Górak: Na pewno i Kuba i my, jako sztab, odczuwamy ogromną satysfakcję ze strzelonej bramki. Jestem bardzo zadowolony i zbudowany jego postawą. Jeśli napastnik nie dostaje minut, nie strzela bramek, to zawsze wokół niego robi się taka atmosfera ciężka, trudna. Trzeba się wykazywać ogromnym charakterem, gramy dla kibiców, oni nas po prostu oceniają. Taki jest nasz zawód, niekiedy ktoś jest za bardzo ktoś dotknięty, ale właśnie w takich momentach trzeba pokazywać swoją pasję do piłki. Moim zdaniem w niedalekiej przyszłości będzie świetnym trenerem, kapitalnie się z nim rozmawia o piłce, o tej sytuacji. On ją rozumie, wiem, że dzisiaj go to kosztowało dużo emocji, bo przecież  to jest Warszawiak, tym bardziej bramka tutaj smakuje niesamowicie. Ja jestem ogromnie szczęśliwy, że zdobył tę bramkę.

***

Rafał Smalec: Myślę, że sporo czasu upłynie, zanim nie tylko ja, ale wszyscy zrozumiemy to, co się wydarzyło w końcówce spotkanie. Śmiało można powiedzieć, że graliśmy najlepszy mecz w ostatnim czasie, a zostajemy z niczym. Popełniliśmy katastrofalne błędy i straciliśmy wszystko, na co pracowaliśmy przez tak naprawdę 89 minut. Teraz jedyne, nad czym będziemy musieli się skupić, to żeby to zrozumieć i wyrzucić z głów, spokojnie przepracować następny mikrocykl.

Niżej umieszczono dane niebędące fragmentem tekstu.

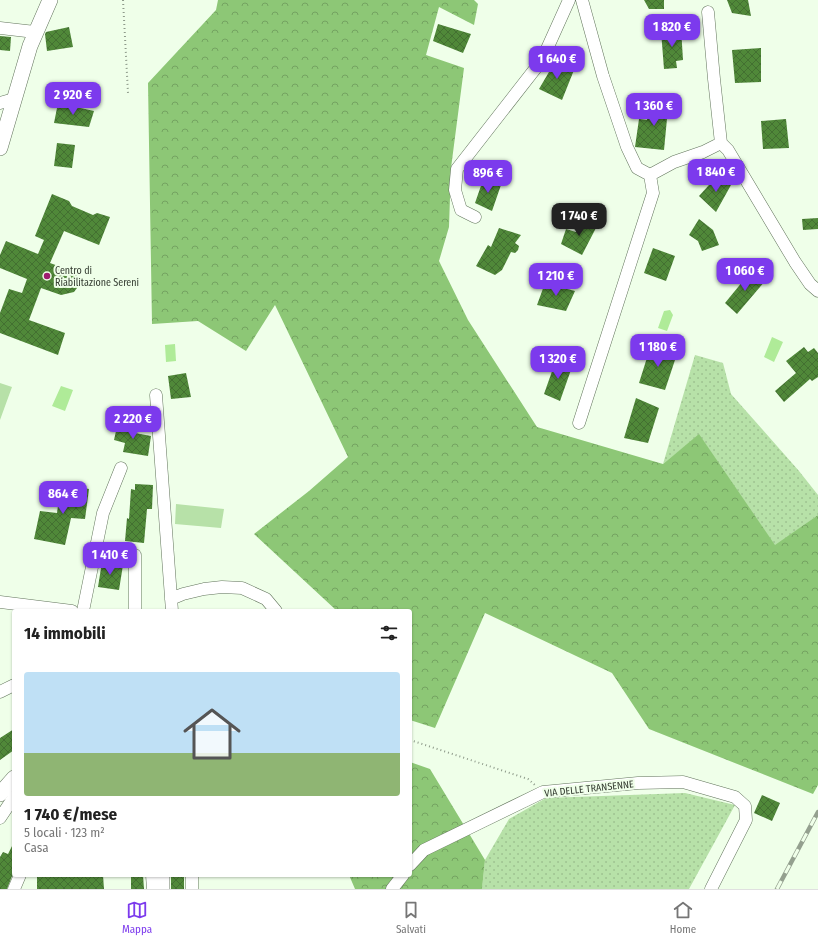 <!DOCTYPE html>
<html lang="it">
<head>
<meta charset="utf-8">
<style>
  body { margin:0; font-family:"Fira Sans Condensed",sans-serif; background:#f6f6f6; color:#222; height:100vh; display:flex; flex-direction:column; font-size:15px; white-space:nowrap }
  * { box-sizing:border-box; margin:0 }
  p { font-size:13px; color:#767676 }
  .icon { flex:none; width:22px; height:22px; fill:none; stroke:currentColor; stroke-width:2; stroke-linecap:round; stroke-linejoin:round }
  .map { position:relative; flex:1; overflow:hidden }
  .drawer { position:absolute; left:12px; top:609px; width:400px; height:268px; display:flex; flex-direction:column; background:#fff; border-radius:4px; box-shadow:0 1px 3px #0004 }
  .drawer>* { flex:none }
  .price { position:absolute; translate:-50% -34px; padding:0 9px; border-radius:8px; background:#7c3aed; color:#fff; font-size:13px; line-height:26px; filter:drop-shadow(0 1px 2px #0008) }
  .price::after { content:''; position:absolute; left:50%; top:24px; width:12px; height:9px; margin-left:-6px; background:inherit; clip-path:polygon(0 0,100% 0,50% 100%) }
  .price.active { background:#222; color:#fff }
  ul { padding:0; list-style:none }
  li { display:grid; align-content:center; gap:8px; height:212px; padding:0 12px }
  li span { display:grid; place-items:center; height:124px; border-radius:4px; color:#555 }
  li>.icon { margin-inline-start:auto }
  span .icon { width:72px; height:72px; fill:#fffc; stroke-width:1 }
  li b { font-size:17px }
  h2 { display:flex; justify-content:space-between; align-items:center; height:48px; padding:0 12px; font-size:17px }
  .menu { display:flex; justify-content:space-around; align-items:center; height:56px; border-top:1px solid #e0e0e0; background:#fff; font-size:11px; color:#767676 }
  .menu a { display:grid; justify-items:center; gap:2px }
  .menu .active { color:#7c3aed }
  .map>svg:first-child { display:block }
  .grass { fill:url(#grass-dots) }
  .forest { fill:url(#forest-crowns) }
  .pitch { fill:#b7e1a8 }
  .water { fill:#afeb98 }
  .building { fill:url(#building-cross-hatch) }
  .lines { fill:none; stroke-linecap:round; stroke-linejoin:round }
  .minor-casing { stroke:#62745c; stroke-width:13 }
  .major-casing { stroke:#62745c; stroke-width:16 }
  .path { stroke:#8e9a8a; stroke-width:2; stroke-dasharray:1 3; stroke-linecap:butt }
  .minor { stroke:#fff; stroke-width:12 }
  .major { stroke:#fff; stroke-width:15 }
  .rail-casing { stroke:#94a08f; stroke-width:4.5 }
  .rail { stroke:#efffe9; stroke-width:3; stroke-dasharray:9; stroke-linecap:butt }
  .poi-dot { fill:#9e1d6f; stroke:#efffe9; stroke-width:1.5 }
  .labels { text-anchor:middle; stroke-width:4; stroke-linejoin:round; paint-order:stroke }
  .poi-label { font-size:10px; fill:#343c31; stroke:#efffe9; text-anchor:start }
  .street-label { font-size:10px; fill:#343c31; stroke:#efffe9 }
</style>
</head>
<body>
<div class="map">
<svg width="818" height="889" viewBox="0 0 818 889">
  <defs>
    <pattern id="grass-dots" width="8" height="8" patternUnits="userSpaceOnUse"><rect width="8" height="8" fill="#b7e1a8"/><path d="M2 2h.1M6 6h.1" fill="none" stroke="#9ec291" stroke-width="1.8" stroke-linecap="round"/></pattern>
    <pattern id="forest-crowns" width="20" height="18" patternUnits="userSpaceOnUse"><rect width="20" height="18" fill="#8dc776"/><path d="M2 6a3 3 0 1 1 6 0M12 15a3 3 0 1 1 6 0" fill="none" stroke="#74a361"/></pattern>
    <pattern id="building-cross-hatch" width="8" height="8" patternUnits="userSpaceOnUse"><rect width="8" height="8" fill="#508839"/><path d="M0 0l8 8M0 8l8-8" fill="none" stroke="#437031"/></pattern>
  </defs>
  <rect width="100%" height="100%" fill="#efffe9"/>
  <path class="grass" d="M695,355L723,363L731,394L799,471L818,495V515L775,546L699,435L663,464Z
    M685,793L735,805L689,889H482L485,860L509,819L546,798Z"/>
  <path class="forest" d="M218,0H474L478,4L474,25L439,7L426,55L464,68L451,168L449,227L439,261L468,320L537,427L663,464L699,434L775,545L818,515V785L813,794L649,729L612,673L485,613L435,728L410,720V611H337L254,534L309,491L348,457L275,305L246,351L198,321L152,324L148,83L216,10Z
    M410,762L430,769L485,860L482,889H355L349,875H410Z"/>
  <path class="pitch" d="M0,383L12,387L0,420Z
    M176,504L224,509L221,528L175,524Z"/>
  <path class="water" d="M670,310L673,315L667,331L658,328L664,311Z
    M772,337L783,342L774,362L764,357Z
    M175,344L176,361L166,362L165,345Z
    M61,386L73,390L65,411L52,406Z"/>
  <path class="building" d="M644,0H664V9H649Z
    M727,0H748L751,16L732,13Z
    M438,24L471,34L463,53L433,41Z
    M69,27L73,47L47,51L45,34L46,32Z
    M681,28L683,60L676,61L677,68L664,69L661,31Z
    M0,36L11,37L10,51L0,50Z
    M761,48V82L735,83L732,50Z
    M556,60L574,70L562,100L539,89Z
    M656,96L669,98L664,150L635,147L639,119L647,120L648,111H654Z
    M58,103L94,111L89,127L54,123Z
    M786,119L789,148L763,149L761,121Z
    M57,143L75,145L72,168L54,166Z
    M718,175L731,185L716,212L699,196Z
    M484,177L501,185L492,211L475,203Z
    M52,194L69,201L72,206L93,215L97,213L110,217L99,245L64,231L50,263L75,272L80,284L74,292L61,295L41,288L29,320L65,333L58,355L0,333V313L9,289L22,293L27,279L0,268V255L6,241L38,254L44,240L35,236Z
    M818,218V229L803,230L802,219Z
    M699,219L713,230L719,245L702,251L698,241L689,235Z
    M580,221L597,226L582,255L561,244L566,229L576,232Z
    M499,228L521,235L515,243L519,246L518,250L515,253L511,252L502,270L495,275L476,266L488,245L491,247Z
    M653,248L675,256L666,281L644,273Z
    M752,270L766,280L737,314L725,303Z
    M545,283L575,291L566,311L537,305Z
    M651,345L677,354L665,390L639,383Z
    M804,347L808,352L814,348L818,353V377L812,381L810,379L784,402L775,391L796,373L786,361Z
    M556,360L572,367L560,401L544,394Z
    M186,373L191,397L171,399L168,376Z
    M636,398L659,408L648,443L624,438Z
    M118,422L136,425L135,433L151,436L148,456L123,452L125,443L114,440Z
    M61,484L89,489L85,519L71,518L65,545L34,539L40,511L57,513Z
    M135,484L153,485L152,509H147L144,543L125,541L127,518L129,519L131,489L135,490Z
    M102,562L123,565L119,590L98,587Z
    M14,729V750L0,760V738Z
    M762,795L780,803L772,821L754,813Z
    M14,842V871L7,889H0V857L3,852L8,854Z
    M37,875H103L104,889H37Z
    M131,875H143L144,889H131Z
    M171,875H184V889H171Z"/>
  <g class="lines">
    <defs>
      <path id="minor" d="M582,0L603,76L627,147L637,168L650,175
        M708,12L714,79L721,143
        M0,28L35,32
        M0,103L14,99
        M650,175L674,162L703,152L721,143L728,150L795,262L810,284L818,291
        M475,217L461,210L455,190L457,169L542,60L569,0
        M156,395L172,611
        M579,423L653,193L650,175
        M171,599L183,594L204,589L222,587L242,588L266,599L276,611
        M0,602L72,611
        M83,611L103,513L121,468
        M135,611V555
        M0,692L14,685
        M0,818L14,797
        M410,865L424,850L543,792L638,783L683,782L735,797L745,806L746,820L711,889
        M152,875L153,889
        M192,875V889
        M14,889L20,875
        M392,889L403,875"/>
      <path id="major" d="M0,148L30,46L50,0
        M0,794L14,778
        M162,875V889"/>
    </defs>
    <use href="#minor" class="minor-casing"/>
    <use href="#major" class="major-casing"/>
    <path class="path" d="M123,0L128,93
      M410,740L528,779L535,785"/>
    <use href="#minor" class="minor"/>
    <use href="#major" class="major"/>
    <defs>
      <path id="rail" d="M777,889L818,812"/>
    </defs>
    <use href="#rail" class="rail-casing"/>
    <use href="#rail" class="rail"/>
  </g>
  <circle class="poi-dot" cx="47" cy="276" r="4"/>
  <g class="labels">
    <g class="poi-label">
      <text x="55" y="274">Centro di<tspan x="55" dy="12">Riabilitazione Sereni</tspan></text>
    </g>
    <g class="street-label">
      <text transform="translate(589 788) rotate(-6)" y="4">VIA DELLE TRANSENNE</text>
    </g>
  </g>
</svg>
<b class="price" style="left:672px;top:48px">1 820 €</b>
<b class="price" style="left:557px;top:80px">1 640 €</b>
<b class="price" style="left:73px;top:116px">2 920 €</b>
<b class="price" style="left:654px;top:127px">1 360 €</b>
<b class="price" style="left:716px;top:193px">1 840 €</b>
<b class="price" style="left:488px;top:194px">896 €</b>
<b class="price active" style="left:579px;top:237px">1 740 €</b>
<b class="price" style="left:745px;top:292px">1 060 €</b>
<b class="price" style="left:556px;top:297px">1 210 €</b>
<b class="price" style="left:658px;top:368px">1 180 €</b>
<b class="price" style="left:558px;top:380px">1 320 €</b>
<b class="price" style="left:133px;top:440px">2 220 €</b>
<b class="price" style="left:63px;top:515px">864 €</b>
<b class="price" style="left:110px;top:576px">1 410 €</b>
<section class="drawer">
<h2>14 immobili<svg class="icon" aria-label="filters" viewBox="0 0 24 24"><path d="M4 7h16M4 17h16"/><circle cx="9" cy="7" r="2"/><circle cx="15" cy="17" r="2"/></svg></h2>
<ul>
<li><span style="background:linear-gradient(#bfe0f5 65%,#8fb573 0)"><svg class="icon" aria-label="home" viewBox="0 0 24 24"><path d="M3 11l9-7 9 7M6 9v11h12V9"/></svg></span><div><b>1 740 €/mese</b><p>5 locali · 123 m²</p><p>Casa</p></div></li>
</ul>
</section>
</div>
<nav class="menu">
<a class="active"><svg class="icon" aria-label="map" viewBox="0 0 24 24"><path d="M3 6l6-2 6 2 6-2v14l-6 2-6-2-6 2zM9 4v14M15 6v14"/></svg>Mappa</a>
<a><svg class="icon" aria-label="saved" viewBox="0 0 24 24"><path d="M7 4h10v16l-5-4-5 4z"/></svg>Salvati</a>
<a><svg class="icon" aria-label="home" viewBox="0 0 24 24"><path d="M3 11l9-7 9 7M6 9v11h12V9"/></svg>Home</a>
</nav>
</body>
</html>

Co bym nie powiedział to i tak nie będzie miało znaczenia, bo zostajemy z niczym. 

Pytanie: Kibice skandowali „Smalec do dymisji”. Czy taki scenariusz jest możliwy?

Smalec: Ja jestem trenerem Polonii i, z tego co wiem, nadal będę tę funkcję pełnił. Ja do dymisji się nie podam, władze nade mną ma prezes i jemu podlegam.